Хоппенштедт, математик, увлекшийся биологией, прогнал разностное уравнение через свой компьютер модели «Control Data 600» сотни миллионов раз и получил на мониторе изображения для каждого из тысяч различных значений параметра. В результате выявились разветвления, затем хаос, а потом, внутри последнего, небольшие упорядоченные клинья, мимолетные проблески периодичности, где нестабильность казалась лишь преходящей. Ученому, узревшему созданные им самим картины, на миг показалось, что он летит на крыльях над неведомой землей: вот изображение совсем устойчиво, а через мгновение уже наполняется непредсказуемым буйством, бесконечно изумляя своего создателя.

Мэй познакомился с результатом этой работы. Он стал также собирать образчики изображений, полученных представителями других областей: генетиками, экономистами, специалистами по динамике жидкостей. Этот провозвестник хаоса обладал двумя преимуществами перед чистыми математиками. Во-первых, Мэй считал, что простые уравнения не могут абсолютно точно воспроизводить реальность, а являются лишь ее образами, метафорами. Во-вторых, обнаружение хаоса лило воду на его мельницу, возбуждая дебаты.

Хаос. Создание новой науки i_009.png

Рис. 3.3. Набросок разветвленной диаграммы. Такой она представилась Мэю, прежде чем компьютер раскрыл ее глубинную структуру.

Биология популяций вообще долгое время оставалась ареной ожесточенных споров. К примеру, отношения между экологами и молекулярными биологами были весьма натянутыми, так как последние считали свое направление истиннойнаукой, исследующей действительно сложные, запутанные вопросы, но отказывали в этом экологии. Экологи же полагали, что разработки молекулярной биологии лишь дополняют решения и без того уже решенных проблем.

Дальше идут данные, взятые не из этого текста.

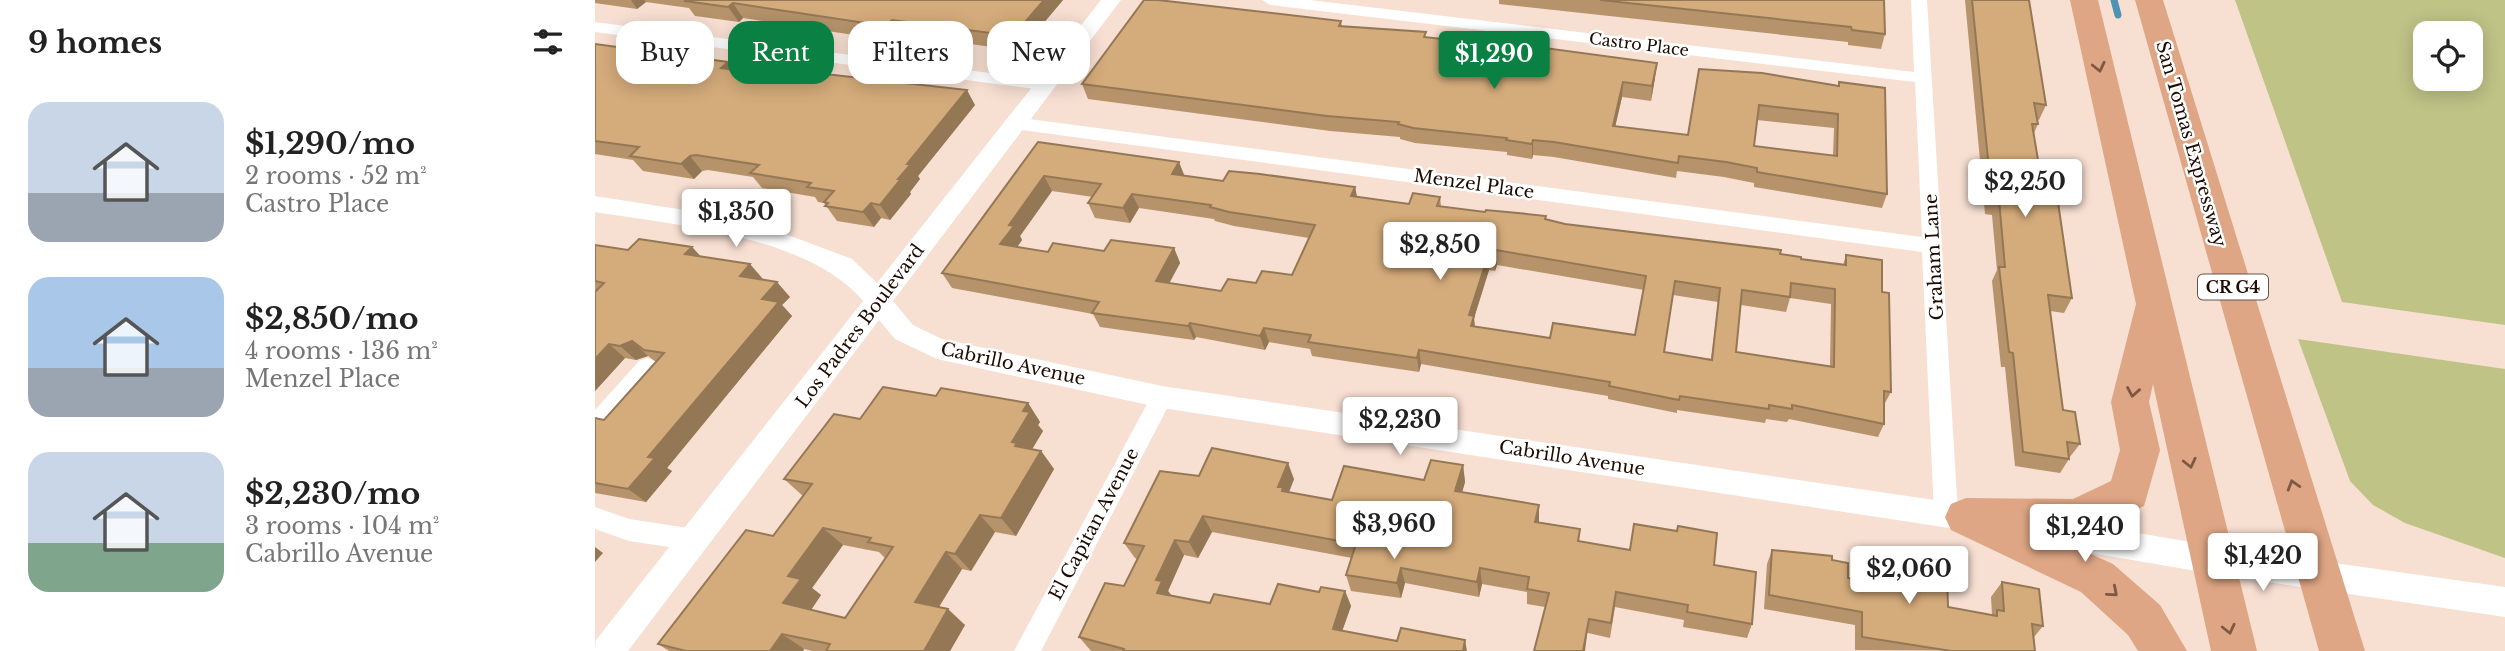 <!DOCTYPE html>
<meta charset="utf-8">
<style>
body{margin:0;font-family:"Libre Baskerville",serif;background:#f6f6f6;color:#222;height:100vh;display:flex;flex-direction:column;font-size:26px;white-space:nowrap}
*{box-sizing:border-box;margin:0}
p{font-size:23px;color:#767676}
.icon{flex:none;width:38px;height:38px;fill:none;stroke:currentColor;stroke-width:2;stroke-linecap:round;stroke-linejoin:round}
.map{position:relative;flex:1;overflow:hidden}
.panel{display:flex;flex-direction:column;background:#fff;width:595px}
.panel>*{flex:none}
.banner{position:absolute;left:21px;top:21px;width:665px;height:63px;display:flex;gap:14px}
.tools{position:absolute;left:1818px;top:21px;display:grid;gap:14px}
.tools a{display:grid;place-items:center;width:70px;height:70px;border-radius:14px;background:#fff;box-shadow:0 4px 18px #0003;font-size:35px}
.price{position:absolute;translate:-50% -60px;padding:0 16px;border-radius:7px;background:#fff;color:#222;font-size:23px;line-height:46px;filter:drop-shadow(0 2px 4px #0008)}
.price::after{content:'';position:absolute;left:50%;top:42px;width:21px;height:16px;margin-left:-10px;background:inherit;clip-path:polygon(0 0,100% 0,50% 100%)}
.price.active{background:#0b8043;color:#fff}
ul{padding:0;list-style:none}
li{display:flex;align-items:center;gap:21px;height:175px;padding:0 28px}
li span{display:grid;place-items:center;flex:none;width:196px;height:140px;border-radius:21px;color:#555}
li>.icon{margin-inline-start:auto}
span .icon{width:84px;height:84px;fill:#fffc;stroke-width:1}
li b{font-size:30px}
h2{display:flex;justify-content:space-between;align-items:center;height:84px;padding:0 28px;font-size:30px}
.chip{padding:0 24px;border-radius:21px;background:#fff;box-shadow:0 4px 18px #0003;font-size:24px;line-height:63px}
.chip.active{background:#0b8043;color:#fff}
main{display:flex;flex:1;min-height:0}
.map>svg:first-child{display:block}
.green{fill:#bfc386;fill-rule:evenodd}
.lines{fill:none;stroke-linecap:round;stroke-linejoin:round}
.stream{stroke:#4d93b4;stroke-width:7}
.minor{fill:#fff;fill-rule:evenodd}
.tertiary{fill:#fff;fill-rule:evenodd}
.trunk{fill:#dea684;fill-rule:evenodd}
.wall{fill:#b6936a;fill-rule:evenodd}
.shaded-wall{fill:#947856}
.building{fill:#d4ab7b;stroke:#947856;stroke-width:2;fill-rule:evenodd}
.oneway{stroke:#7e5843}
.labels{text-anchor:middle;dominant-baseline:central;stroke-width:5;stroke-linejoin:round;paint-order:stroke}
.far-street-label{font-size:16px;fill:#1e0b02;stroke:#fff}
.shield{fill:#fff;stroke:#62544e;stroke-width:2}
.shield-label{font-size:16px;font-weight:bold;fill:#1e0b02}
.street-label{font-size:18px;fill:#1e0b02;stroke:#fff}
</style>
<main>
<section class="panel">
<h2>9 homes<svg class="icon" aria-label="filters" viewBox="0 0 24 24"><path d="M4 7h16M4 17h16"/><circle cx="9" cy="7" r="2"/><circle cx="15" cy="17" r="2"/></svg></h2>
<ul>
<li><span style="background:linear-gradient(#c9d6e8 65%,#9aa5b1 0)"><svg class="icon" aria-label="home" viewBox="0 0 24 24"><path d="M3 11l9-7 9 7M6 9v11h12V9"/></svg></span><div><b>$1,290/mo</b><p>2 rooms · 52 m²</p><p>Castro Place</p></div></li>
<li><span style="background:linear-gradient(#a9c7e8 65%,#9aa5b1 0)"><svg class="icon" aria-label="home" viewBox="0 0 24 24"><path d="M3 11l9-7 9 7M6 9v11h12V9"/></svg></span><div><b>$2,850/mo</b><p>4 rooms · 136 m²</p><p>Menzel Place</p></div></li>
<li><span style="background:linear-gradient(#c9d6e8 65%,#7fa58c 0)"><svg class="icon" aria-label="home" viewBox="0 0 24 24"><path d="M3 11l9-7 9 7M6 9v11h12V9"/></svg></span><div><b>$2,230/mo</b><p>3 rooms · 104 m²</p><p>Cabrillo Avenue</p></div></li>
</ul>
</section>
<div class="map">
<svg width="1910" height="651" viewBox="0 0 1910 651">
<rect width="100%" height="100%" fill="#f7dfd2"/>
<g class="green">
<path d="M1640,0h270v325l-163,-23zM1830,33h46v46h-46z"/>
<polygon points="1703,339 1910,369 1910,558 1810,523 1778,505 1755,481"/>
</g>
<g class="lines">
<polyline class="stream" points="1519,0 1523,15"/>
<g class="minor">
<polygon points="667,0 715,0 1319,72 1316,0 1332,0 1363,514 1360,522 1351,525 1342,522 1339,514 1327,252 420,129 411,123 420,117 1327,237 1320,82 675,5"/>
<polygon points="0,22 449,80 458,85 449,90 0,32"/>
<polygon points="52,358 60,361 63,367 60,373 8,433 0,435 0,410 44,361"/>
<polygon points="567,388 575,391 578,397 446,651 419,651 559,391"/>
<polygon points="0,507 34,519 100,529 109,532 112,540 109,548 100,551 34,541 0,529"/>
</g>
<g class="tertiary">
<path d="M506,0h20l-228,301 20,24 29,14 220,47 820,121 11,3 4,10 -4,10 -11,3 -820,-125 -225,-49 -42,-20 -16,-19 -251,331h-33l1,-11 267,-339c-54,-65 -188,-76 -268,-89v-16l153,24 104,39 25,24z"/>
<polygon points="1449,517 1619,546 1910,587 1910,617 1619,574 1449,545 1438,541 1434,531 1438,521"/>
</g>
<g class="trunk">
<polygon points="1475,0 1503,0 1662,651 1616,651 1558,384 1554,402 1565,450 1549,506 1481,537 1458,537 1518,564 1565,605 1592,651 1543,651 1533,635 1486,592 1356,530 1350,517 1356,504 1371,498 1478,499 1516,481 1525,450 1516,402 1541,304"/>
<polygon points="1540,0 1568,0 1770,651 1724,651"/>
</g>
</g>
<g class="wall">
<polygon points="0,0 468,0 425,51 305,34 298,41 148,18 144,22 100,16 94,8 51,2 42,9 0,3"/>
<polygon points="904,0 1289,0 1290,34 1286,49 1253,45 1253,42 904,4"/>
<polygon points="1370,0 1434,0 1451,105 1444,120 1442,119 1443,124 1439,133 1444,166 1477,298 1469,313 1455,311 1468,410 1485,444 1474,458 1474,459 1465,473 1420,466 1410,367 1406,367 1397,281 1402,270 1397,215 1390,214"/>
<path d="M746,21l1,5 85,11 228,41 -4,23 -29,-4 -7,29 73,9 11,-66 139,17 1,-4 48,112 -5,14 -128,-21v-4l-30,-6 -47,-6 -1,7 -122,-21 -21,-2 -1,4 -25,-4v-3l-92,-9 -15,-4v-2l-70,-6 -242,-32 -6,-15zM1162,120l77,8 -1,28 -79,-10z"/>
<polygon points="0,44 133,62 140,70 380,105 323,176 325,179 315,192 316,194 295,220 286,218 279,227 242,221 229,203 223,202 220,197 167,188 158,177 113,170 107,171 99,179 48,171 38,160 0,154"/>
<path d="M443,142l146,34 39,5 132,6 2,10 52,7 31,-7 1,9 44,6 61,4v4l19,4 215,30 21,5 42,6 3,-10 36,37 9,100 -7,13v19l-6,13 -89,-18 -2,3 -21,-3 -1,4 -88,-13v3l-69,-14v-3l-187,-32 -2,8 -107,-16 -2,-7 -41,-7 -4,8 -69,-13 -2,3 -94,-13 -7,-13 -141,-26 -10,-15zM457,191l41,6 -5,6 7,15 35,5 9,-15 75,11 1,2 19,5 75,12 -17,37 -71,16 -52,-8 11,-20 -6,-15 -70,3 -56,1 -31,-5 5,-7 -2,-4zM902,265l147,25 -9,45 -85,3 -75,-11 -1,-9 15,-48 6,1zM1078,295l45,7 -7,57 -47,-7zM1195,298l41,6 -1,62 -94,-14 5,-47 45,7z"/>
<polygon points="0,245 33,250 97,247 106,257 168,279 195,297 187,305 197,316 72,468 77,471 51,502 0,493 0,418 9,420 61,362 53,356 41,360 30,358 0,391"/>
<path d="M341,396l92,7 12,19 -2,3 5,6 -11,18 9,2 13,18 -38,67 -21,-4 -24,39 -9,-2 -23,38 26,18 -15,26h-138l-8,-2 -1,2h-134l-11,-7 115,-108 30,-40 -19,-17 76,-60zM248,545l36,7 6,6 -40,60 -34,-8 10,-15 -9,-7z"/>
<polygon points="868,465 870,482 867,492 944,522 985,529 984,541 1119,565 1157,624 1152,638 1088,627 1089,620 1020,607 1015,638 993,633 950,607 932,604 932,592 887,584 884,597 810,583 806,598 756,591 751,575 757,558 617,532 603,558 589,555 573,591 576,595 615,603 675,604 724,592 750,591 756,606 747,631 802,641 872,651 496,651 484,637 529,586 542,559 540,558 529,543 604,476 699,479 694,492 737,500 829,480"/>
<polygon points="1177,550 1237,560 1253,578 1304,587 1304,582 1312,567 1353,607 1397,615 1396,597 1407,582 1448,626 1439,637 1440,651 1260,650 1260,625 1169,609 1172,564"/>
</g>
<g class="shaded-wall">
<polygon points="36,0 49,0 51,2 42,9"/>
<polygon points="449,0 468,0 425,51 418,36"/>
<polygon points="138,3 148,18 144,22 133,7"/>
<polygon points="297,20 305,34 298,41 290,26"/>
<polygon points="133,62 145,77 126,68"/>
<polygon points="1062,63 1060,78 1056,101 1057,86"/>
<polygon points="1028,82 1027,97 1017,141 1018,126"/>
<polygon points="372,90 380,105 323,176 325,179 315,192 316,194 295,220 285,205 303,179 312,164"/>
<polygon points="938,140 938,155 937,159 937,144"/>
<polygon points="95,156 107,171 99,179 86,164"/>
<polygon points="584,162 590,177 577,174"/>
<polygon points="449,176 457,191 425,236 427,240 414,259 405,244 414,225"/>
<polygon points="760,187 763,202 756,196"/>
<polygon points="537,194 544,208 535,223 528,208"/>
<polygon points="276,203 286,218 279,227 268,212"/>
<polygon points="97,247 111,262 90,254"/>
<polygon points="579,248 585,263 568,295 561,281"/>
<polygon points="901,250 902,265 900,271 899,257"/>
<polygon points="893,256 894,270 879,318 880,330 877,340 874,315"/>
<polygon points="155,264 168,279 145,276"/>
<polygon points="182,282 195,297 187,305 197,316 72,468 77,471 51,502 33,489 53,457 167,299"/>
<polygon points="595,323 601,337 599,340 593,326"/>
<polygon points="669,328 674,342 670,350 665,336"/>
<polygon points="37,341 53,356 41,360 25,346"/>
<polygon points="14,344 30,358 0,391 0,359"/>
<polygon points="824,350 826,364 824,372 822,358"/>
<polygon points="433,403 445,422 443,425 448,431 433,456 433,465 417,442 428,411"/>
<polygon points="446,451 459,469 421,536 406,518"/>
<polygon points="693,463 699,479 692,497 683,487"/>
<polygon points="868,465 870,482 863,507 860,491"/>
<polygon points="944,505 944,521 940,538 940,522"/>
<polygon points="385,515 400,532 376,571 360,554"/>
<polygon points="608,516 617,532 603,558 594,542"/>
<polygon points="228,528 248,545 217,588 226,595 210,619 188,603 193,576"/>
<polygon points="580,540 589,555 573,591 577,596 562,593 561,580"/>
<polygon points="0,547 8,553 0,562"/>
<polygon points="351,552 367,569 337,618 320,602"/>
<polygon points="806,568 810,583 806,598 802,583"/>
<polygon points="885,568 887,584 884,597 882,582"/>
<polygon points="750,591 756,606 743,643 738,629"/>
<polygon points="353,609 370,625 355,651 329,651"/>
<polygon points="994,619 990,651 988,651"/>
<polygon points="187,634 209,649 208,651 175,651"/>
<polygon points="870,640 872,651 868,651"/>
</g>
<g class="building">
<polygon points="91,0 449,0 418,36 297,20 290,26 138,3 133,7 90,1"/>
<path d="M549,0h14l183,21 -2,5 87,6 -2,5 44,5 1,-4 188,25 -5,23 -29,-4 -10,44 75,9 11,-66 63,4 77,13v-4l46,6 2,106 -130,-22v-4l-31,-6 -47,-6 -1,7 -124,-21 -21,-2 -1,4 -26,-4 1,-2 -94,-10 -15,-4 1,-2 -72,-6 -245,-32zM1164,105l79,9 -1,42 -83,-10z"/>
<polygon points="1005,0 1289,0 1290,34 1257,30 1256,27"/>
<polygon points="1377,0 1434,0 1451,105 1439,103 1443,124 1437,124 1444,166 1458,168 1477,298 1453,295 1468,410 1480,412 1485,444 1472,442 1474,459 1428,452 1418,353 1414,352 1404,267 1410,267 1404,200 1397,199"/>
<polygon points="0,44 133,62 126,68 188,77 195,70 372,90 312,164 316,164 303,179 306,179 285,205 276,203 268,212 230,206 233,203 229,202 239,191 212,187 216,183 155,173 164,165 101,155 95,156 86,164 35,156 44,147 0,141"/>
<path d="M443,142l141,20 -7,12 51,7 6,-10 31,3 95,13 -4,9 58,8 4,-11 27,4 -3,9 48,6 1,-2 32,3 28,3 -1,3 20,5 216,26 -1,4 21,3v2l45,6v-10l36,5v32l7,1 2,99 -7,-1v33l-92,-19v4l-23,-4v4l-89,-13 -1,4 -70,-14 1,-4 -191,-32 -2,8 -109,-16 3,-7 -47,-7 -4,8 -70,-13 -2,3 -96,-13 7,-11 -157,-29zM449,176l57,8 -13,19 35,5 9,-14 79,11 -1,2 19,5 86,13 -23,50 -30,-4 -6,12 -28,-4 -7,12 -65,-10 18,-33 -63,-8 -7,11 -51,-8 -5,9 -48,-8 14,-18 -5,-1zM901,250l150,26 -11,59 -82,-12 -3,15 -79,-12 3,-10 -5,-1 19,-59 6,1zM1080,281l45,7 -8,72 -48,-8zM1196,283l44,6 -1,78 -98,-15 6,-62 48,7z"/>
<polygon points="44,239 97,247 90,254 155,264 145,276 182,282 167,299 184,302 53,457 60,458 33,489 0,483 0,418 9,420 69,353 49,350 37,341 25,346 14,344 0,359 0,292 9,283 0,281 0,245 33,250"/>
<path d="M288,387l53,9 5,-8 87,15 -5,8 7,1 -18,30 5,1 -2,3 26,5 -40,67 -21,-3 -25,39 -9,-2 -31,50 33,7 -24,42h-98l4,-7 -48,-10 -12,17h-84l-28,-7 88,-114 27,6 39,-52 -28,-5 50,-65 26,5zM228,528l48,10 -3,4 25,5 -48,71 -62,-15 18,-24 -13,-3z"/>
<polygon points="617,448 693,463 683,487 688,487 687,491 737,500 749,466 829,480 836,460 868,465 860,491 944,505 940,522 985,529 983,541 1035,550 1039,524 1082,531 1083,526 1122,533 1119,565 1161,572 1157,624 1092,612 1093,605 1021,592 1016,623 994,619 988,651 939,651 954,593 932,589 934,577 885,568 882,582 806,568 802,583 751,575 761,544 608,516 594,542 580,540 561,580 567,581 562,593 615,603 619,594 675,604 683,584 724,592 726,587 750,591 738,629 802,641 806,628 870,640 868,651 528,651 529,649 484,637 510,583 529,586 549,546 529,543 565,471 604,476"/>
<polygon points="1177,550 1237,556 1237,560 1253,563 1253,578 1313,588 1312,567 1352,574 1353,607 1402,616 1402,610 1409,611 1407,582 1444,589 1448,626 1437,624 1440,651 1356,651 1267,637 1267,612 1174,595"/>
</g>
<defs><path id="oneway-chevron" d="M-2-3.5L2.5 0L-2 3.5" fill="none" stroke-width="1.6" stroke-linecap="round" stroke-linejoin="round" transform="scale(1.75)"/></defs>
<g class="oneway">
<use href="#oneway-chevron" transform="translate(1504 67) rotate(77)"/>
<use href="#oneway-chevron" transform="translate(1538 392) rotate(100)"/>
<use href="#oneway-chevron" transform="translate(1595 463) rotate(77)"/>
<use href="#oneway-chevron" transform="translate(1698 485) rotate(-107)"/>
<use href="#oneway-chevron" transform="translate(1518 592) rotate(41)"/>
<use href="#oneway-chevron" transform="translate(1634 629) rotate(77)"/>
</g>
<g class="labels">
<g class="far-street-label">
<text transform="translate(1044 44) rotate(7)">Castro Place</text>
</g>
<rect class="shield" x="1603" y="274.5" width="70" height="25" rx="5"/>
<g class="shield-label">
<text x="1638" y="287">CR G4</text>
</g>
<g class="street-label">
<text transform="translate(1596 144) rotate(74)">San Tomas Expressway</text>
<text transform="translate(879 184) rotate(8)">Menzel Place</text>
<text transform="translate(1339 257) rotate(-93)">Graham Lane</text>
<text transform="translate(265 326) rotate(-53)">Los Padres Boulevard</text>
<text transform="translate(418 364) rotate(12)">Cabrillo Avenue</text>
<text transform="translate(977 458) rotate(9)">Cabrillo Avenue</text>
<text transform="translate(499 524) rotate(-62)">El Capitan Avenue</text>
</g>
</g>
</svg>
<div class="tools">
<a><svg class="icon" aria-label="locate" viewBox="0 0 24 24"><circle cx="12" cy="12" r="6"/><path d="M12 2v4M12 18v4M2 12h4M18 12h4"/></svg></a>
</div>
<b class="price active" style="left:899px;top:91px">$1,290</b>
<b class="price" style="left:1430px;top:219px">$2,250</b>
<b class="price" style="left:141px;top:249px">$1,350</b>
<b class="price" style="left:845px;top:282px">$2,850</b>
<b class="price" style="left:805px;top:457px">$2,230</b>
<b class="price" style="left:799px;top:561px">$3,960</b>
<b class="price" style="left:1490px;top:564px">$1,240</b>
<b class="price" style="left:1668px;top:593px">$1,420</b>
<b class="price" style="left:1314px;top:606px">$2,060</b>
<div class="banner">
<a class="chip">Buy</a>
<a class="chip active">Rent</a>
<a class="chip">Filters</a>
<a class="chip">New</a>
</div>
</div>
</main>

Как представлял себе Мэй, в 70-х годах особо жаркие страсти кипели вокруг вопроса о природе изменений в популяциях. Экологи разделились на два лагеря. Представители первого считали, что мир упорядочен, а следовательно, популяции регулируемы и устойчивы, пусть и с некоторыми исключениями. Специалисты второго лагеря интерпретировали реальные явления прямо противоположным образом: в популяциях, хоть и не во всех, наблюдаются беспорядочные колебания. Не удивительно, что мнения разделились и по вопросу применения сложных математических вычислений к неупорядоченным биологическим объектам. Верившие в устойчивость популяций доказывали, что последние должны регулироваться некими детерминистскими механизмами. Сторонники другой точки зрения полагали, что популяции подвержены колебаниям при воздействии особых факторов среды, устраняющих любой возможный детерминистский сигнал. Выдвигались следующие альтернативы: либо детерминистская математика служит источником стабильности, либо случайные внешние помехи генерируют неупорядоченность.

Пока шли эти оживленные дискуссии, хаос вновь ошеломил ученых: простые детерминистские модели обладали способностью порождать нечто, весьма напоминавшее беспорядочное поведение, которое, впрочем, обладало утонченной структурой, но все же любой ее фрагмент казался неразличимым на фоне постороннего шума. Такое открытие не могло не повлиять на самую сущность споров.